====== Available records ======

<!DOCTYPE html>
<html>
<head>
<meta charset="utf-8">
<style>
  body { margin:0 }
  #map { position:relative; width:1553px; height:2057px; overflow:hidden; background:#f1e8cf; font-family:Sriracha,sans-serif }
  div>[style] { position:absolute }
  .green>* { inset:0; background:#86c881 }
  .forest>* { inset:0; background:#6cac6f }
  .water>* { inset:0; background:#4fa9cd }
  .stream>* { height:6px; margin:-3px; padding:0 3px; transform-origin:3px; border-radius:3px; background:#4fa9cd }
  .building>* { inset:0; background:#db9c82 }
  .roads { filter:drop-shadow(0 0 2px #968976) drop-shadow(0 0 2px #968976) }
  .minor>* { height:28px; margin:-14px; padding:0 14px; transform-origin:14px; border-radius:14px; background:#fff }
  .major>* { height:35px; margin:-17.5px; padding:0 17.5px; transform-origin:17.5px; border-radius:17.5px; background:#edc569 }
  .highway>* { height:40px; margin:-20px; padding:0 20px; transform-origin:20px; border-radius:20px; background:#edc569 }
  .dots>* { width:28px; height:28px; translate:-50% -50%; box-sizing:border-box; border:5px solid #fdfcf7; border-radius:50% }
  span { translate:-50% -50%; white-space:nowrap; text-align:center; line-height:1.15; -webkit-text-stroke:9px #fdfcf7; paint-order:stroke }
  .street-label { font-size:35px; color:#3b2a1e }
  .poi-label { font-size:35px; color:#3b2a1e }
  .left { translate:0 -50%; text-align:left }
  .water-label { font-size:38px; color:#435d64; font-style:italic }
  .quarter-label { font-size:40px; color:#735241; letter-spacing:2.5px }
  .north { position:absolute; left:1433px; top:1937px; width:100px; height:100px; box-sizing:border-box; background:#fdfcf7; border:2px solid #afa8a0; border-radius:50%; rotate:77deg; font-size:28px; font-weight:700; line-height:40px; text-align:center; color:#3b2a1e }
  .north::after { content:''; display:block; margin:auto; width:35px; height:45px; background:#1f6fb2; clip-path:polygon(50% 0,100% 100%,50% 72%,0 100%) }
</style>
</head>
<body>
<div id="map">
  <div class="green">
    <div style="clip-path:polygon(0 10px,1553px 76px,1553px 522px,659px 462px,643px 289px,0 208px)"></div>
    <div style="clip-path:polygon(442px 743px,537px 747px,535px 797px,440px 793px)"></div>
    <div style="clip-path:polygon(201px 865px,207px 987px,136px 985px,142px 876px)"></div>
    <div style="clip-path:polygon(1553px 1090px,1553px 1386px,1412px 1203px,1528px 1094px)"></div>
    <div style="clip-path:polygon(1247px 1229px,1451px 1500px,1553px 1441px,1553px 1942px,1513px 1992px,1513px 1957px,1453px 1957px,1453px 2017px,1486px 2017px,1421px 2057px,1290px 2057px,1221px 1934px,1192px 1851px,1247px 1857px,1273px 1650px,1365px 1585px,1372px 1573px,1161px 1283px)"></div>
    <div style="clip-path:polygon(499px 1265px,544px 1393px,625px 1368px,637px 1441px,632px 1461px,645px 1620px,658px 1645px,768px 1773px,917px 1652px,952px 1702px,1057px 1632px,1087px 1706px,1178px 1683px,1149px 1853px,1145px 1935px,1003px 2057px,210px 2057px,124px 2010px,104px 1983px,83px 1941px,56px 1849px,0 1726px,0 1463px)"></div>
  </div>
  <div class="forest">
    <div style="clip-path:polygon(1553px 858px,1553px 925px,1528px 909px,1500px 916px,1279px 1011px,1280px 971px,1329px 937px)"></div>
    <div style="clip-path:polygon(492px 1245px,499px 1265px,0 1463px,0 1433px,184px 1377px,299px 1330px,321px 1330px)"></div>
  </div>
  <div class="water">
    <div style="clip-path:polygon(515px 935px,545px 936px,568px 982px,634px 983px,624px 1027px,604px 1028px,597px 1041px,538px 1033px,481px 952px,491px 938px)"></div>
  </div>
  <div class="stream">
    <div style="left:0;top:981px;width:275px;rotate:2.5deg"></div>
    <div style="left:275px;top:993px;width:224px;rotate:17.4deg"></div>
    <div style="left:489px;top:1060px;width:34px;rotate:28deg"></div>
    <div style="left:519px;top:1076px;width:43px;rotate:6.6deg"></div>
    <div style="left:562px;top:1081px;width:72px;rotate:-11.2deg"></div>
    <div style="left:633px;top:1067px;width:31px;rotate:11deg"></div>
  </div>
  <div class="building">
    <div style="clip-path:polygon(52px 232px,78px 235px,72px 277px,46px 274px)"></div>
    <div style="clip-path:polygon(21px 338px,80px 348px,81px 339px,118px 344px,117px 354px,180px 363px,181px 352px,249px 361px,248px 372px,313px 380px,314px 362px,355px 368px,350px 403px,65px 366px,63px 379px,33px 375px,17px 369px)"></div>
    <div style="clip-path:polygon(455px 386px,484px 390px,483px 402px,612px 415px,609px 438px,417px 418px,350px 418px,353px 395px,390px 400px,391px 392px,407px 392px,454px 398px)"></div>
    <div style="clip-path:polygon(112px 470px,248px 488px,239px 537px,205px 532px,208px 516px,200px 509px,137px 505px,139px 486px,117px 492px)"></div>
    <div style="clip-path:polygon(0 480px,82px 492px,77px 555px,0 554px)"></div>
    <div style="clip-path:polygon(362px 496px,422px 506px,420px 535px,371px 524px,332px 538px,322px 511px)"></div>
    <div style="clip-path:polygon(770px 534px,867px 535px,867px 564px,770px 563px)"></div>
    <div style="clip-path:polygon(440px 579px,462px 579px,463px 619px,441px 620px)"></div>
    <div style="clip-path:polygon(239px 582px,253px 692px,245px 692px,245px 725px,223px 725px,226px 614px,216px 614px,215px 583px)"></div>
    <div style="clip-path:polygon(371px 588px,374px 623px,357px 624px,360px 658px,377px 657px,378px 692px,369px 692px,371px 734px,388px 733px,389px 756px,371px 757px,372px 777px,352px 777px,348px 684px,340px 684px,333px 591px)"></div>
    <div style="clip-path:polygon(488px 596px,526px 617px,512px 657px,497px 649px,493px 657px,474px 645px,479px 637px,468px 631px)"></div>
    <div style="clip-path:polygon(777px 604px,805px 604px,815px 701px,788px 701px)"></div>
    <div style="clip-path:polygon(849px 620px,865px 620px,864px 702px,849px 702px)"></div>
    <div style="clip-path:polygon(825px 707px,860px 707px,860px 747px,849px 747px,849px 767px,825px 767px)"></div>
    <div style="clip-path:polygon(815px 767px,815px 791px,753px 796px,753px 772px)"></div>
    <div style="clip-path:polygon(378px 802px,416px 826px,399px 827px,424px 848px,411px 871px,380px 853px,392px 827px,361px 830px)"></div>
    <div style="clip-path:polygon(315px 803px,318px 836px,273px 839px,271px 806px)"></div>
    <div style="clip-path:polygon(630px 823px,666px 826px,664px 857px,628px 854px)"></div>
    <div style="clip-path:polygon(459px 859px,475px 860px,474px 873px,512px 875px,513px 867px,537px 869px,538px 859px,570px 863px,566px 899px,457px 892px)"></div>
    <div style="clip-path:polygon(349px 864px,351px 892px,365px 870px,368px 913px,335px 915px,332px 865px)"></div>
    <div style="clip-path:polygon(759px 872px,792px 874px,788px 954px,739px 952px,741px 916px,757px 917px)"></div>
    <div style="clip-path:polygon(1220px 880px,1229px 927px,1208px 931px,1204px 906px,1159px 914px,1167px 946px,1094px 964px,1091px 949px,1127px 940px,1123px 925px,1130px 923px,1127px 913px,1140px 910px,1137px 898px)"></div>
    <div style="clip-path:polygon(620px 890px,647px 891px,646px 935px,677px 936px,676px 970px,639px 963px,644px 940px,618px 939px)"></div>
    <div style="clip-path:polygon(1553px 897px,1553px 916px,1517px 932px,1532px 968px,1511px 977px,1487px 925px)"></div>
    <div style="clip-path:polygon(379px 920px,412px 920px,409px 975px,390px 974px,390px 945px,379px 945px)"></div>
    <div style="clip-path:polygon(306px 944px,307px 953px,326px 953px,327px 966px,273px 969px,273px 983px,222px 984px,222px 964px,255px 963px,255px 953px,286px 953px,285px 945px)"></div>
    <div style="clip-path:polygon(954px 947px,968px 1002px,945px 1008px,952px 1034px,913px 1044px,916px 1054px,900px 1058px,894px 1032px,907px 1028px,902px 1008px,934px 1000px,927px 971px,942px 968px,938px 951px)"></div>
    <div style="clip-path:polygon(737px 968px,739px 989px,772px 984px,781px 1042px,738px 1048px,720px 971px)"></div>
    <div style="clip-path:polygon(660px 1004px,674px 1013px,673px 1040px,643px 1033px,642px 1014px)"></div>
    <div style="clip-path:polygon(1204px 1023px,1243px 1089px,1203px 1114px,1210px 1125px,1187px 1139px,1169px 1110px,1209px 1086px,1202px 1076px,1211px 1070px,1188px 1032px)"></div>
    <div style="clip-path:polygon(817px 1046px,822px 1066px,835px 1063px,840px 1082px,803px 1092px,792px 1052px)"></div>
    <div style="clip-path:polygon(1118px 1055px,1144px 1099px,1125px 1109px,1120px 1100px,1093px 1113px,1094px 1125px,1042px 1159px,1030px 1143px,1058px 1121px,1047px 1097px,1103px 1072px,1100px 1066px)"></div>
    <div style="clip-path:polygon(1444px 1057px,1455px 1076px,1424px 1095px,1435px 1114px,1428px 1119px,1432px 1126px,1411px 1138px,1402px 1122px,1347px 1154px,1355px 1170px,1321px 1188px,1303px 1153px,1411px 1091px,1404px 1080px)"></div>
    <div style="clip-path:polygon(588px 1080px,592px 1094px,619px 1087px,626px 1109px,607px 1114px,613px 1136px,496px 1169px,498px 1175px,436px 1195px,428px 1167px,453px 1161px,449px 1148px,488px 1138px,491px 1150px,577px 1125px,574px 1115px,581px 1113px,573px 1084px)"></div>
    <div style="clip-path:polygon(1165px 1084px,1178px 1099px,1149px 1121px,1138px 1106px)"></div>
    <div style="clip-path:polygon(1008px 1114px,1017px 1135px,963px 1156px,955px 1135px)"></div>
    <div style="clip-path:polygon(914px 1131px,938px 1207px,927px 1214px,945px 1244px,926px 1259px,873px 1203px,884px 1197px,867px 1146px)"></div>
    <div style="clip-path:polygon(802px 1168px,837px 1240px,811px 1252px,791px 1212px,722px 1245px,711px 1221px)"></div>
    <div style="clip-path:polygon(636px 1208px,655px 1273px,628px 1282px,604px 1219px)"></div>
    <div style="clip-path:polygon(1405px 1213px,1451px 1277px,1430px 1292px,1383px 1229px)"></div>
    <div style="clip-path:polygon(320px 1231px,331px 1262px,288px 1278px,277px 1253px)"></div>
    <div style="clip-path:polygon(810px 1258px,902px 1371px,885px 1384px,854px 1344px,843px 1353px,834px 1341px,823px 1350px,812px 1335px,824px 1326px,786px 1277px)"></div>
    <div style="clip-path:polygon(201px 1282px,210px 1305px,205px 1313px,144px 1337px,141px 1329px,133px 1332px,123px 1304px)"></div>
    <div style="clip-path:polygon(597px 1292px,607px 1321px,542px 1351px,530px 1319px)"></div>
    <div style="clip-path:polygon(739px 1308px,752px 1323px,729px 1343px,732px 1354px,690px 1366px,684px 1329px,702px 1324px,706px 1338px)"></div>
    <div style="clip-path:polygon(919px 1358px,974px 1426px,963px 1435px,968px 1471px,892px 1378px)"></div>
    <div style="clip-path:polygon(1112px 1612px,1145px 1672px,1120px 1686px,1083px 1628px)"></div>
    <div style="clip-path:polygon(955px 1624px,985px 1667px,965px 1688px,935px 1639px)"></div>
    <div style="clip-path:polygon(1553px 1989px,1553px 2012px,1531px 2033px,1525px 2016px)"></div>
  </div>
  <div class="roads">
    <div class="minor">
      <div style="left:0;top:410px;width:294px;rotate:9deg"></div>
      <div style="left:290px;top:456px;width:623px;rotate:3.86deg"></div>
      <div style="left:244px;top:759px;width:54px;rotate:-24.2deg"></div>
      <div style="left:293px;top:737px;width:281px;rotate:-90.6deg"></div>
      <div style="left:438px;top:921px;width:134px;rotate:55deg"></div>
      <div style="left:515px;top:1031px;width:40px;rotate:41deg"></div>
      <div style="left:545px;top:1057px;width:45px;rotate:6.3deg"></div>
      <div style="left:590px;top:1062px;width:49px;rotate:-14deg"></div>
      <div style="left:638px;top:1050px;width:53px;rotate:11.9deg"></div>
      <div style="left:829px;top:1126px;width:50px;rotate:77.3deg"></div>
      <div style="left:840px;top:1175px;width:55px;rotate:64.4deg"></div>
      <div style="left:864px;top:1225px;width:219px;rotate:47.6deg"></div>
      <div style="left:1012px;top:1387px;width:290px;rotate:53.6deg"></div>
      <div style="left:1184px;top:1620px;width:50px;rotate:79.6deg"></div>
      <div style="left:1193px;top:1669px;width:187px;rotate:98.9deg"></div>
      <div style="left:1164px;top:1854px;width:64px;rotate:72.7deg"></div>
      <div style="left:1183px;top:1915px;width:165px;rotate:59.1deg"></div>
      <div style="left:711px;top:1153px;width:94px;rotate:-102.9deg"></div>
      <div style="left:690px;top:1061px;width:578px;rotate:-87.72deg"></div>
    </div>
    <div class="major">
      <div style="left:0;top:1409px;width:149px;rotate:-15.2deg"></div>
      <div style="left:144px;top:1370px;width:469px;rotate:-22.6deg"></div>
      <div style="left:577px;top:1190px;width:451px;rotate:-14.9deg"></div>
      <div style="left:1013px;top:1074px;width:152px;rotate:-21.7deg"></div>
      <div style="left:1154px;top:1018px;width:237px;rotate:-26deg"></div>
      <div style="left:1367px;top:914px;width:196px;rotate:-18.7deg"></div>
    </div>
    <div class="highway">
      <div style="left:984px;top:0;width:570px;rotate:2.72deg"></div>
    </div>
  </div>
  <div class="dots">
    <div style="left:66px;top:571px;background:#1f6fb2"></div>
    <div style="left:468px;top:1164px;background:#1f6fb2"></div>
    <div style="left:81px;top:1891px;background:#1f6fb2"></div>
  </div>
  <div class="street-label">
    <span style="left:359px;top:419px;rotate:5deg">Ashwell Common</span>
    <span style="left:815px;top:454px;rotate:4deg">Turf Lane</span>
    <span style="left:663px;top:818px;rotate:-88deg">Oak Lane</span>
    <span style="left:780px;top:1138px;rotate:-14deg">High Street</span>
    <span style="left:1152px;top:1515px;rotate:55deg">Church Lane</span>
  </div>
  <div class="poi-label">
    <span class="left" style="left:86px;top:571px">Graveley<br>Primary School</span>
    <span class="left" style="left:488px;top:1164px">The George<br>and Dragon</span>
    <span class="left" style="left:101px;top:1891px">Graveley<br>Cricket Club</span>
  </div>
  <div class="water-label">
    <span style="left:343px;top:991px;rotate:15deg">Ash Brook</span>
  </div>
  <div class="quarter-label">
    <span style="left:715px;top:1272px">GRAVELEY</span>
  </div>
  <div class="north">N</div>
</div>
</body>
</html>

======

▶ Exercise prompt
Only the lines from the start of the data to the line holding "translate:-50% -50%; white-space:nowrap;" are wanted; return them exactly, both ends included.

▶ Answer section
<!DOCTYPE html>
<html>
<head>
<meta charset="utf-8">
<style>
  body { margin:0 }
  #map { position:relative; width:1553px; height:2057px; overflow:hidden; background:#f1e8cf; font-family:Sriracha,sans-serif }
  div>[style] { position:absolute }
  .green>* { inset:0; background:#86c881 }
  .forest>* { inset:0; background:#6cac6f }
  .water>* { inset:0; background:#4fa9cd }
  .stream>* { height:6px; margin:-3px; padding:0 3px; transform-origin:3px; border-radius:3px; background:#4fa9cd }
  .building>* { inset:0; background:#db9c82 }
  .roads { filter:drop-shadow(0 0 2px #968976) drop-shadow(0 0 2px #968976) }
  .minor>* { height:28px; margin:-14px; padding:0 14px; transform-origin:14px; border-radius:14px; background:#fff }
  .major>* { height:35px; margin:-17.5px; padding:0 17.5px; transform-origin:17.5px; border-radius:17.5px; background:#edc569 }
  .highway>* { height:40px; margin:-20px; padding:0 20px; transform-origin:20px; border-radius:20px; background:#edc569 }
  .dots>* { width:28px; height:28px; translate:-50% -50%; box-sizing:border-box; border:5px solid #fdfcf7; border-radius:50% }
  span { translate:-50% -50%; white-space:nowrap; text-align:center; line-height:1.15; -webkit-text-stroke:9px #fdfcf7; paint-order:stroke }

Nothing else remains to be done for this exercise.